A bunch of years back I decided to build a B-body wagon as street/strip car. I hadn't yet settled on the idea to build it into an awb yet since the ideas were still just budding. Our friend Duffy, who lives in Creston B.C. (about an hour away) informed me of a '65 Coronet wagon that he had and wasn't going to get to. It had the usual cowl and floor rust issues as well as signs of large rodent infestation which had made short work of most of the under-dash wiring and chewed through the main electrical bulk head in the fire wall. It came with a four door parts car and after some haggling they were mine. (enter maniacal laughter) I had this car for probably a year but due to a funds shortage and time going into my '63 Poncho, the wagon just collected dust. Although this model is the quintessential awb car (Dick Landy, Roger Lindamood etc) my heart lies with the '64 model year and the lower the trim level the better. Chris Barnes at Wagons of Steel HQ in Vashon Isl Wa. informed me that he had picked up this '64 330 wagon that could use some attention. We made a deal to trade the cars straight across and we would make the delivery and retrieval from Vashon (an eight hour haul).
This is the beast as found. It sported it's original 318 Poly and someone had thoughtfully cut the fuel line at the pump. This meant that the tank was not full of rust and varnish, so a quick patch had the fuel system sealed again. Some carb swapping and brake bleeding found us in good shape for firing.
This car had been invaded by a large congregation of small rodents that made nests in the fiber board headliner and all of the vertical pillars. The only quick solution was to gut everything non-steel from inside and pressure wash the hell out of it. This worked quite well but unearthed what we all expected...absolutely no floors. The trunk section is surprisingly mint though. The easy fix was pizza boxes and carpet, what else? Then we took the wagon out for some quick thrashing on the back streets of Vashon. It ran pretty strong and flashed the tires off with ease. Some 14" Cragars were added for some muscle car appeal and race car-esc graphics were strictly for eye candy. Many wagons of the day came with a sure grip and this one was no exception, sporting highway friendly 2.76 gears.
We had the wagon loaded on the trailer and ready to head for home but wait. You say that our friends are heading to Pacific raceway for the season closer with their '64 Plymouth stocker and a '72 T&C wagon. Well, we happened to be going that same direction with a pretend race car on a trailer. How could we not. Of course we took it to the track and raced it.

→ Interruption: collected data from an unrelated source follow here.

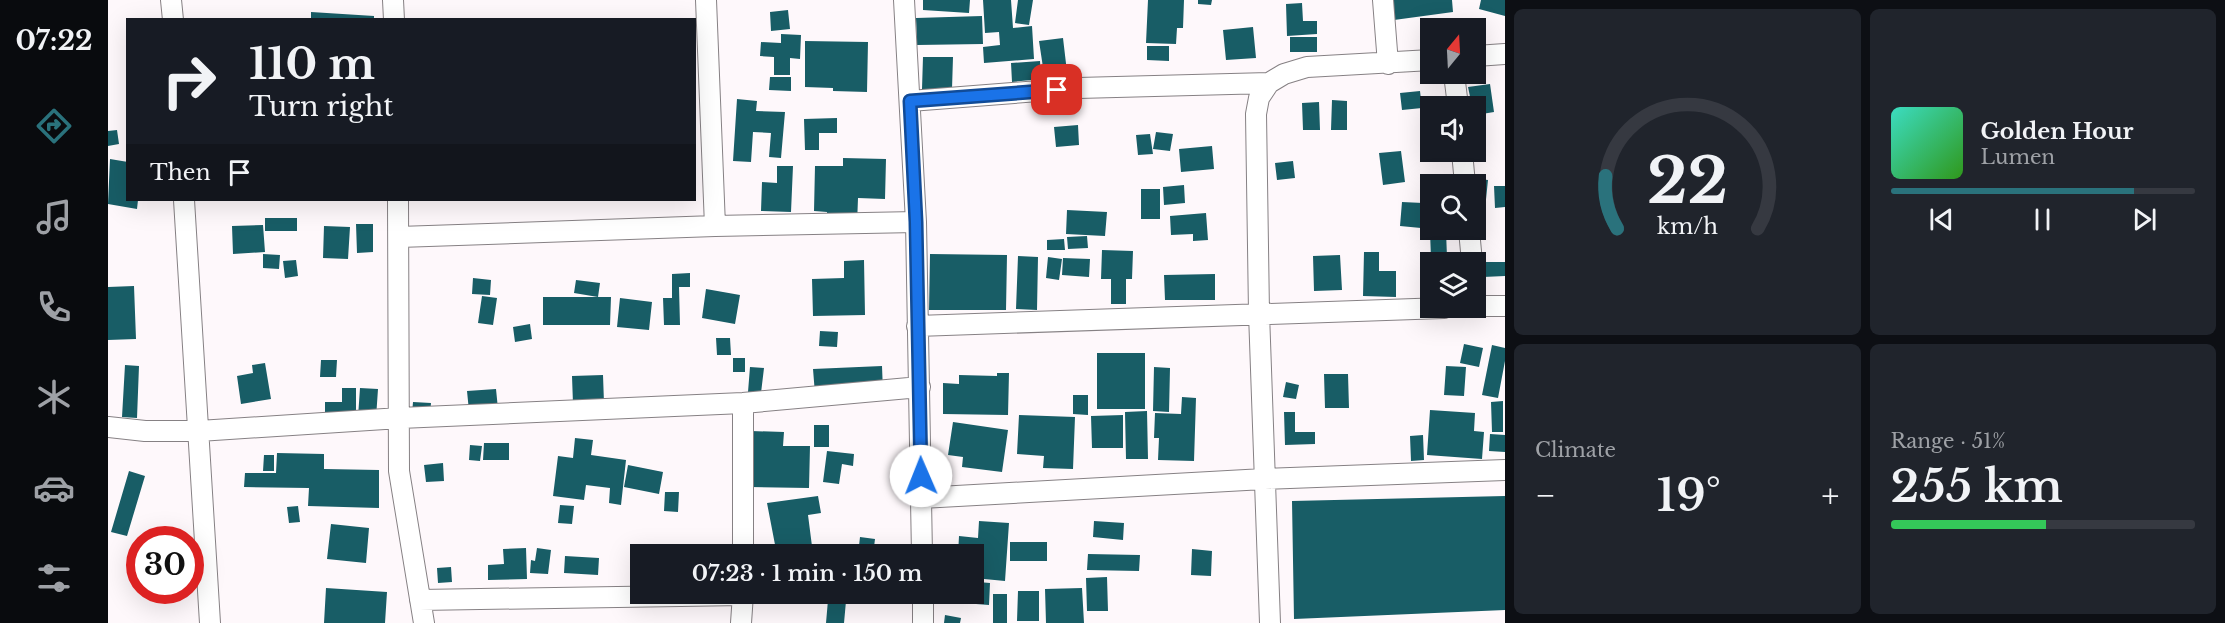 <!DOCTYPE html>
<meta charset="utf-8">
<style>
:root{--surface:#171b24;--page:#20242c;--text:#f1f3f6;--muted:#9ea1a6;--line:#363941;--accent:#2a727c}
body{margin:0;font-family:"Libre Baskerville",serif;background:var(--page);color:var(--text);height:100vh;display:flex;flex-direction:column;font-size:22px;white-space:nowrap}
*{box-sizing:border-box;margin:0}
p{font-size:20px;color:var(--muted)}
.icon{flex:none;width:33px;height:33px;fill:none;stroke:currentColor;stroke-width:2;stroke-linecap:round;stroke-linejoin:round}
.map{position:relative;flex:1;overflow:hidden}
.side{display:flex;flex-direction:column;gap:9px;padding:9px;background:#0d0f14;width:720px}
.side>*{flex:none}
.guide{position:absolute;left:18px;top:18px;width:570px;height:183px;border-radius:0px;box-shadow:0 6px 24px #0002;background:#171b24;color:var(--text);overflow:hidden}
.needle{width:39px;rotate:18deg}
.controls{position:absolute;left:1312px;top:18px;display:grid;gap:12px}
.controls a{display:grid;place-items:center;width:66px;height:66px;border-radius:0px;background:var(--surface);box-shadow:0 6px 24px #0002;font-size:30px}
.speed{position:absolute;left:18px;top:526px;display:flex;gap:12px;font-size:30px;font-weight:700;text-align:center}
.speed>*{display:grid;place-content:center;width:78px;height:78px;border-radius:50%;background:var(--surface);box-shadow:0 6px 24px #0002;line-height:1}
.speed .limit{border:9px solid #d22;background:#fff;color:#111}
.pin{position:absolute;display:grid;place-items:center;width:51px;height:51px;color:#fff;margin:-26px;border-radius:12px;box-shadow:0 3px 9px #0006}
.me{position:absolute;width:66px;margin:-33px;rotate:359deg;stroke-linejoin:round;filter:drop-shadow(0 0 4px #0008)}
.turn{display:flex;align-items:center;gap:21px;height:126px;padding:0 24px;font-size:27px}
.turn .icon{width:78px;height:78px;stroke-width:2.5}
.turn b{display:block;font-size:42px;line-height:51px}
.then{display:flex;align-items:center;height:57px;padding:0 24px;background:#0003;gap:12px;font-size:22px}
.big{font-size:45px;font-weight:600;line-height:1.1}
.side .widget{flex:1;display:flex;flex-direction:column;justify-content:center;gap:9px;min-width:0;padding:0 21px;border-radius:9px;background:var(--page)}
.side .dial{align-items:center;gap:0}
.dial svg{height:156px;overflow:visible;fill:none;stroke:var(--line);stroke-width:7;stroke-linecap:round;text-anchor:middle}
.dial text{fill:var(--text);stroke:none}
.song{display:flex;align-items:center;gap:18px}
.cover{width:72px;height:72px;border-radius:9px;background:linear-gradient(135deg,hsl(170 70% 55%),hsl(110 70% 35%))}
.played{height:6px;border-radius:3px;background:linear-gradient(90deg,var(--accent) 80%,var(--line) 80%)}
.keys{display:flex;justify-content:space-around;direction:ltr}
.heat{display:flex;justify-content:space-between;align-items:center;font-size:33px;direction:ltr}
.charge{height:9px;border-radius:4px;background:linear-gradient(90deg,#34c759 51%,var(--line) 0)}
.side .tiles{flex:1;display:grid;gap:9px;grid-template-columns:repeat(2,1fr)}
.trip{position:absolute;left:522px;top:544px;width:354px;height:60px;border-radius:0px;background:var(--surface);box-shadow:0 6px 24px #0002;font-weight:600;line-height:60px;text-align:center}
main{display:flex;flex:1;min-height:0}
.menu{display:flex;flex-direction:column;width:108px;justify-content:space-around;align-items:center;background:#090b0e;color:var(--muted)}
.menu .icon{width:42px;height:42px}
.menu .active{color:var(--accent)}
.menu b{font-size:27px;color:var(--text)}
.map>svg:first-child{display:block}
.building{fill:#185d66}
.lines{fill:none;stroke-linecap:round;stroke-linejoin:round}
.minor-casing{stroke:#868184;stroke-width:22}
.minor{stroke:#fff;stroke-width:20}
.route-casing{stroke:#114b97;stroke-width:15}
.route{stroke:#1a73e8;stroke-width:10}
</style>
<main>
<nav class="menu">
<b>07:22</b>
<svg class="icon active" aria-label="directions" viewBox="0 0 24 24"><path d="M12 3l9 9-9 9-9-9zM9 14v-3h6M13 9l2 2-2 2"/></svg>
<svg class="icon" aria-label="music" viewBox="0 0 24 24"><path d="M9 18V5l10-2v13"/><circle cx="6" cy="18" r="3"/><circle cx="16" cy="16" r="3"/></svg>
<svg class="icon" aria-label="phone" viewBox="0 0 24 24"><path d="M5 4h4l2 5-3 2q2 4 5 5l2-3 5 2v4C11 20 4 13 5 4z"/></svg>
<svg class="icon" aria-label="climate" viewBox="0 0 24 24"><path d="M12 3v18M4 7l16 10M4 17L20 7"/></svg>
<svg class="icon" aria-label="car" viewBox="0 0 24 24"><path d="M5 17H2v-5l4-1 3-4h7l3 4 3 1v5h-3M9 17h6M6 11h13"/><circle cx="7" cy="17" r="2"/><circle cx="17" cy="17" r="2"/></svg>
<svg class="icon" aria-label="filters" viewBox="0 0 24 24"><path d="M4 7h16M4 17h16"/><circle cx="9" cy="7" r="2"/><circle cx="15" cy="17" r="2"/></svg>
</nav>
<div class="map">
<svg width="1397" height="623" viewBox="0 0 1397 623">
<rect width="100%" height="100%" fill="#fef8fb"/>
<path class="building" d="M815 0H862L861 13 815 10Z
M875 0H903L905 28 924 26 926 59 876 63 875 47 892 45 891 32 877 33Z
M910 0H925L921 25 907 23Z
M1040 0H1076L1075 28H1069L1068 44 1038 43Z
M1090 0H1104L1103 5 1090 4Z
M1284 0H1344L1345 12 1286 20Z
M1373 0H1397V16L1371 9Z
M1194 3 1195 21H1209V34L1179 36 1178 4Z
M680 10 682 29 663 31 662 12Z
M203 12 266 16V20H203Z
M874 16 875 44 809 45 808 18Z
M1145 27 1148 58 1118 60 1115 30Z
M673 34 693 35 692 59 682 58V75H666V57L652 56 653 42 673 43Z
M1182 37H1209V52H1182Z
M955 38 959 72 936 74 931 41Z
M697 41 760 42 759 92 725 91V88L697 87Z
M1039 46H1061V61L1039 60Z
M815 57H845L844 89H814Z
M932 61 933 79 904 82 903 63Z
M662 77H683V91L661 90Z
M1382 84 1386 112 1368 115V106H1364L1360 87Z
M1312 91 1314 108 1294 110 1292 93Z
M629 99 649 101 648 111 677 112 673 158 661 157 663 133 645 132 643 162 625 161Z
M1224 100 1239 101V130H1223Z
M1211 102 1212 130H1195L1194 103Z
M729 118V133H711V150H697L696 119Z
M970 125 971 145 948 147 946 127Z
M9 130 11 144 0 146V131Z
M1048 132 1065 134 1062 151 1045 149Z
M1042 134 1045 154 1030 155 1028 135Z
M1104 146 1106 169 1073 172 1071 149Z
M1293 151 1297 182 1275 185 1271 153Z
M735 158 778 159 777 199 750 198 749 225H719V212L706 211 707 166H735Z
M2 159 20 162 18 182H20V200H30L29 209 0 204Z
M1185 161 1187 178 1169 180 1167 163Z
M669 166H685L683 212 653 211 654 182 669 183Z
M1363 178 1380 180 1377 209 1368 208V184H1362Z
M1076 185 1077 203 1056 205 1055 187Z
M1386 186H1397V207L1387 208Z
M1033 189H1052V219H1033Z
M1294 202 1315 203 1313 228 1292 226Z
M959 210 999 212 997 236 958 234Z
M1098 213 1100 240 1085 241V234L1063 235 1062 216Z
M157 218H189V231H157Z
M248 224H265V252L249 253Z
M155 225 157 252 125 254 124 226Z
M216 226 242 227 240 259 215 258Z
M1338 231 1339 257 1323 258 1322 232Z
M979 236 980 248 960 249 959 237Z
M956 239 957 250H939V240Z
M994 250 1025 251 1024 279H1018V304H1003V279H993Z
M1256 252H1271V271H1288V297L1255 296Z
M155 254 172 255 171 269 155 268Z
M822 254 899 255 898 310H821Z
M1232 255 1234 290 1206 291 1205 256Z
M910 256 930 257 929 310 908 309Z
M940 257 954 259 951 280 938 278Z
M955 258 982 259 981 277 954 275Z
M188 260 190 276 177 278 175 261Z
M756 260 757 315 705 316 704 279 736 278V261Z
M1375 262H1397V276L1375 277Z
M582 273V287H571L572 325H556L555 298H564V274Z
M1107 274V300H1057L1056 275Z
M365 278 383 280 382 295 364 294Z
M1323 279V298L1315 299 1313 280Z
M468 280 492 283 490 297 466 293Z
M26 286 28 339 0 340V287Z
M598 289 632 295 627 324 594 318Z
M374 296 389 298 385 325 370 323Z
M435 297H503L502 325H435Z
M512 298 544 302 541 330 509 327Z
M422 324 424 339 407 342 405 327Z
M712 331 730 332 729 347 711 346Z
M608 338H622L623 355H609Z
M1356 344 1375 348 1371 367 1352 363Z
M1384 345 1397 348V361L1390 398 1374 395Z
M989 353H1037V409H989Z
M625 358H637V372H625Z
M213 360H229L228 377H212Z
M157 363 163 399 133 404 129 376 145 373 144 365Z
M17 365 31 366 29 418 14 417Z
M774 366 775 392 707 394 705 369Z
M1338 366 1358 367 1356 396 1336 395Z
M642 367 656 368 653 393 640 392Z
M1046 367 1062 368 1061 412 1045 411Z
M889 373H901L900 415 835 414V383L851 384V375L889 376Z
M1216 374H1240L1241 408H1217Z
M495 375 496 403 465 404 464 376Z
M1178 382 1191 385 1188 399 1175 397Z
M234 388H248V418H217V402H234Z
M252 388 270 389 268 418 250 417Z
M388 389 390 409 361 411 359 391Z
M965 395H980V415L965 414Z
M1074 397 1088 398 1086 461 1050 460 1051 438H1046L1047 413 1073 414Z
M1395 401V432H1384L1383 402Z
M305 402 323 403 322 415 304 414Z
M1322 410 1367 413 1366 431 1376 432 1374 459 1319 455Z
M1039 411 1040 459H1018L1017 412Z
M1176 412H1187V432H1207V444L1177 445Z
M911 415 967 417 965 469 935 468 936 456 909 454Z
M1015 415V448H984L983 416Z
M845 422 900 430 894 472 854 467 855 457 840 455Z
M706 425H721V447H706Z
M643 431 676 432 675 446H702L701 488 642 487Z
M1382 434 1397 435V452L1381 451Z
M1315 435 1316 460 1303 461 1302 436Z
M467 438 485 440 483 455 518 460 513 505 501 503 502 488 478 485 476 500 445 496 450 456 465 458Z
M376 443H401V460H375Z
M362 445 374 446 372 461 361 460Z
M719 451 746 454 745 466 734 464 731 484 715 482Z
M169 453 216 454V469L271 470V508L200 506 201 488 136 487 137 473H168Z
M156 455H166V471H155Z
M335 463 336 481 318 482 316 465Z
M520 465 555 472 551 494 516 487Z
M21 471 37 476 19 536 3 532Z
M557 492H571L570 512 556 511Z
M710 496 713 513 700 515 705 554 669 555 659 503Z
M1397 496V610L1186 619 1184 501Z
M452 505 466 506 464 524 450 523Z
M190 506 192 522 181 523 179 507Z
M871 521 901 523 897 581 866 578V555H850L851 536 870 538Z
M986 521 1016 523 1015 540 985 537Z
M223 524 261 528 258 563 219 559Z
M752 537 767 539 765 555H750Z
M902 542H939V561H902Z
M418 548 419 579 380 580V565L396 564 395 549Z
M429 548 443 550 440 574 422 573 423 560 427 561Z
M1084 549 1104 551 1103 576 1083 575Z
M980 554 1032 555 1031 571 979 570Z
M457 556 491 558 490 575 456 573Z
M343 567 344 582 330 583 329 568Z
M999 577 1000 611H979L978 578Z
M870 582 882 583 881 605 868 604Z
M218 588 279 592 277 623H216Z
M974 588 976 623H938L937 589Z
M910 591H931V621H909Z
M855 594H867V602H855Z
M885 594H899V623H885Z
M720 600 738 601 736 623H718Z
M837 615 853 618 852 623H836Z"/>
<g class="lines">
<defs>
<path id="minor" d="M63 0 65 20
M285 0 286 20
M598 0 607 226
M796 0 808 222 814 555
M1275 0 1280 64
M1368 56 1397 54
M1346 74 1350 106
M802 101 970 88 1161 83
M1354 152 1357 184
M76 200 102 623
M290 200 291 471 316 623
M1361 230 1364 262
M291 237 607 226 808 222
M1368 306H1397
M809 326 1336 308
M0 427 37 431H91L292 418 635 403 812 387
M813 498 1156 479 1397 470
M635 555V403
M815 594V623
M312 600 635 595
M633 623 635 594
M1162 623 1151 313 1148 114 1151 98 1161 83 1176 74 1199 67 1323 60"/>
</defs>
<use href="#minor" class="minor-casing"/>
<use href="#minor" class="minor"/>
</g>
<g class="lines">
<defs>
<path id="route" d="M813 476 808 222 802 101 949 90"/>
</defs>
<use href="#route" class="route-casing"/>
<use href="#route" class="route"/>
</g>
</svg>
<div class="controls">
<a><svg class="needle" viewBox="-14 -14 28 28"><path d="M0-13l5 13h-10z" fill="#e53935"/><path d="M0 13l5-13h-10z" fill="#9ea1a6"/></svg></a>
<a><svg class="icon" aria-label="sound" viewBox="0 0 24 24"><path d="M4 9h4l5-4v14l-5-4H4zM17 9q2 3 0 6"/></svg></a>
<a><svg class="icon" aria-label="search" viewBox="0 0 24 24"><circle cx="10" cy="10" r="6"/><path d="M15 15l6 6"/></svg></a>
<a><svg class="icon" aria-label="layers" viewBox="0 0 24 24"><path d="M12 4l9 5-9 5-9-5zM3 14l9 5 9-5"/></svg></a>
</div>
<div class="speed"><div class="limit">30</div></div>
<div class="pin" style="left:949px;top:90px;background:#d93025"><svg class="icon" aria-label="arrive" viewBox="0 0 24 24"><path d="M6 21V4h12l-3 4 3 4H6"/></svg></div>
<svg class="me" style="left:813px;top:476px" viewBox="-20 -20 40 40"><circle r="19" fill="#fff"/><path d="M0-13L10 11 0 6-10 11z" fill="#1a73e8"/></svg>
<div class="trip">07:23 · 1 min · 150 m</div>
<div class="guide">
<div class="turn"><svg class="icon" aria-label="right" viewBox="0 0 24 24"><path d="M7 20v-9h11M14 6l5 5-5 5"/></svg><div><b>110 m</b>Turn right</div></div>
<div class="then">Then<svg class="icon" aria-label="arrive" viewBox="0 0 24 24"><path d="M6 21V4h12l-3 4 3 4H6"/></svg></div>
</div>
</div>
<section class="side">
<div class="tiles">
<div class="widget dial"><svg viewBox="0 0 100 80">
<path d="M14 69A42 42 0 1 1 86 69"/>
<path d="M14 69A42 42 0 0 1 8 42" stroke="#2a727c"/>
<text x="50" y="56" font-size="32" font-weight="700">22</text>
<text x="50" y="72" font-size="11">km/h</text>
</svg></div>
<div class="widget">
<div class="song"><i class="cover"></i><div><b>Golden Hour</b><p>Lumen</p></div></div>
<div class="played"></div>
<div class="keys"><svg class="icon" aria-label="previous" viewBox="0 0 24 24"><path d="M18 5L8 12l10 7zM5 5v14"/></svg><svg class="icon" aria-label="pause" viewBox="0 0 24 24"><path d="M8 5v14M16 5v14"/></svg><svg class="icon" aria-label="next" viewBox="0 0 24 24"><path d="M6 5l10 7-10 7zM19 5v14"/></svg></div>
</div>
<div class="widget"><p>Climate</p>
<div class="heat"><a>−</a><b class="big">19°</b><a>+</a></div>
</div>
<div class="widget"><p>Range · 51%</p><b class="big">255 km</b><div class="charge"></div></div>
</div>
</section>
</main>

Tech was a bit slippery but we told them the car would probably do 18s. Which was our realistic guess.
How surprised were we to land a 16.42 @83mph. Not too shabby for something we just pulled out of a swamp.
The drive home was half drunk and giddy as we reminisced over the weekends activities. We made it home without incident, even managing to fluster the border guards with our weird paper trail and convincing them to give us all the legit paper work to insure this beast instead of just a salvage title. We were stoked to say the least. Hibernation time.